Assignment: Pictures do not belong in the copy; quote every entry below exactly.

Working data:

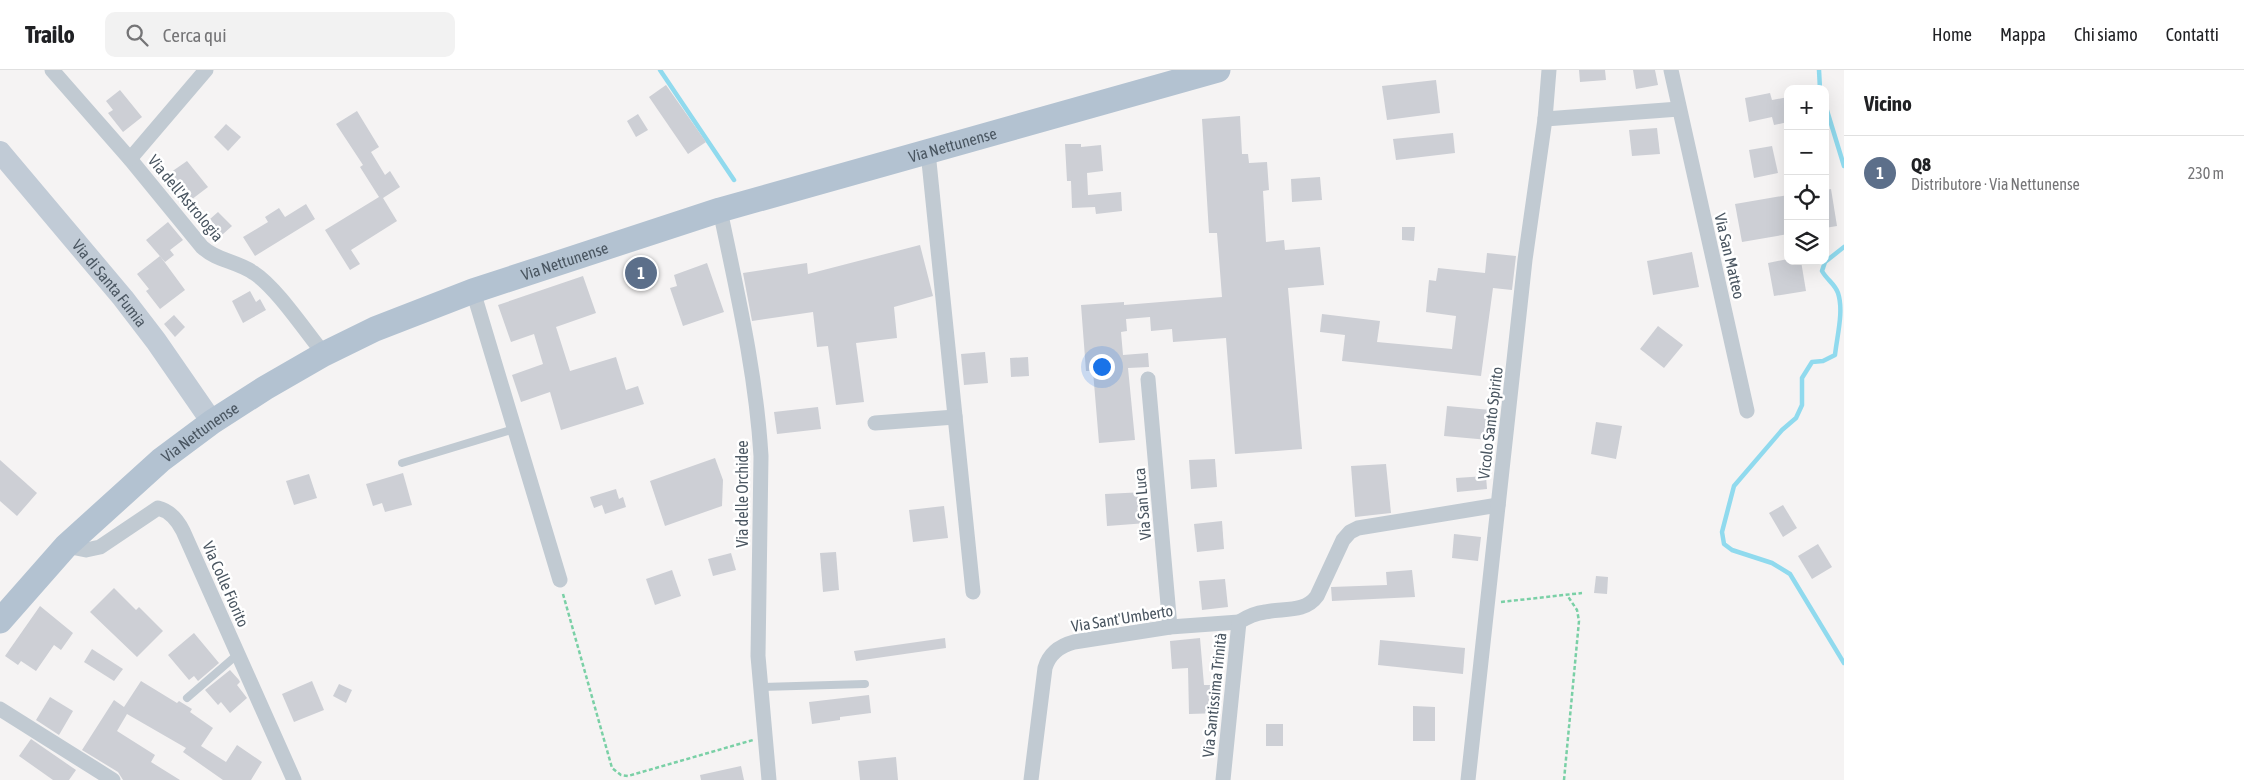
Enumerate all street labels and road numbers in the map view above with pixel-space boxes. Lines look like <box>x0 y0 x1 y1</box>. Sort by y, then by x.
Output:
street label: Via Nettunense <box>906 124 998 166</box>
street label: Via dell'Astrologia <box>144 151 227 245</box>
street label: Via San Matteo <box>1711 211 1749 301</box>
street label: Via di Santa Fumia <box>69 236 151 330</box>
street label: Via Nettunense <box>519 238 610 284</box>
street label: Vicolo Santo Spirito <box>1474 366 1507 480</box>
street label: Via Nettunense <box>158 398 242 466</box>
street label: Via delle Orchidee <box>733 440 751 548</box>
street label: Via San Luca <box>1130 467 1154 541</box>
street label: Via Colle Fiorito <box>199 538 253 630</box>
street label: Via Sant'Umberto <box>1070 601 1174 635</box>
street label: Via Santissima Trinità <box>1198 632 1230 758</box>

Result of this task:
Enumerate all street labels and road numbers in the map view above with pixel-space boxes. Lines look like <box>x0 y0 x1 y1</box>. Sort by y, then by x.
Output:
street label: Via Nettunense <box>906 124 998 166</box>
street label: Via dell'Astrologia <box>144 151 227 245</box>
street label: Via San Matteo <box>1711 211 1749 301</box>
street label: Via di Santa Fumia <box>69 236 151 330</box>
street label: Via Nettunense <box>519 238 610 284</box>
street label: Vicolo Santo Spirito <box>1474 366 1507 480</box>
street label: Via Nettunense <box>158 398 242 466</box>
street label: Via delle Orchidee <box>733 440 751 548</box>
street label: Via San Luca <box>1130 467 1154 541</box>
street label: Via Colle Fiorito <box>199 538 253 630</box>
street label: Via Sant'Umberto <box>1070 601 1174 635</box>
street label: Via Santissima Trinità <box>1198 632 1230 758</box>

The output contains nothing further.